Saved data entries
=-=-=-=-=

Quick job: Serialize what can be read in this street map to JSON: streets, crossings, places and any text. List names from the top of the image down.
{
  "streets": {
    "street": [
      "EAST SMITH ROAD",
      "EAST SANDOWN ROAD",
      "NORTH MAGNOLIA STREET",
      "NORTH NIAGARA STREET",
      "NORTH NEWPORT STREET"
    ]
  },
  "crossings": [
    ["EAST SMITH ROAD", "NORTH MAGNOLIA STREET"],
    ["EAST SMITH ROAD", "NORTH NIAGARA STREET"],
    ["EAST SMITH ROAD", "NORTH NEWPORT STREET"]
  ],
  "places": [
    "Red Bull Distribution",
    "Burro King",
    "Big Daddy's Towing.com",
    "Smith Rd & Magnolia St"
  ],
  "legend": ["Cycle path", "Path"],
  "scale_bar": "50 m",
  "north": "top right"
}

=-=-=-=-=

▶ _YOUR INSTRUCTIONS_: The lines above should be duplicated exactly.

▶ _SOLUTION BELOW_:
Quick job: Serialize what can be read in this street map to JSON: streets, crossings, places and any text. List names from the top of the image down.
{
  "streets": {
    "street": [
      "EAST SMITH ROAD",
      "EAST SANDOWN ROAD",
      "NORTH MAGNOLIA STREET",
      "NORTH NIAGARA STREET",
      "NORTH NEWPORT STREET"
    ]
  },
  "crossings": [
    ["EAST SMITH ROAD", "NORTH MAGNOLIA STREET"],
    ["EAST SMITH ROAD", "NORTH NIAGARA STREET"],
    ["EAST SMITH ROAD", "NORTH NEWPORT STREET"]
  ],
  "places": [
    "Red Bull Distribution",
    "Burro King",
    "Big Daddy's Towing.com",
    "Smith Rd & Magnolia St"
  ],
  "legend": ["Cycle path", "Path"],
  "scale_bar": "50 m",
  "north": "top right"
}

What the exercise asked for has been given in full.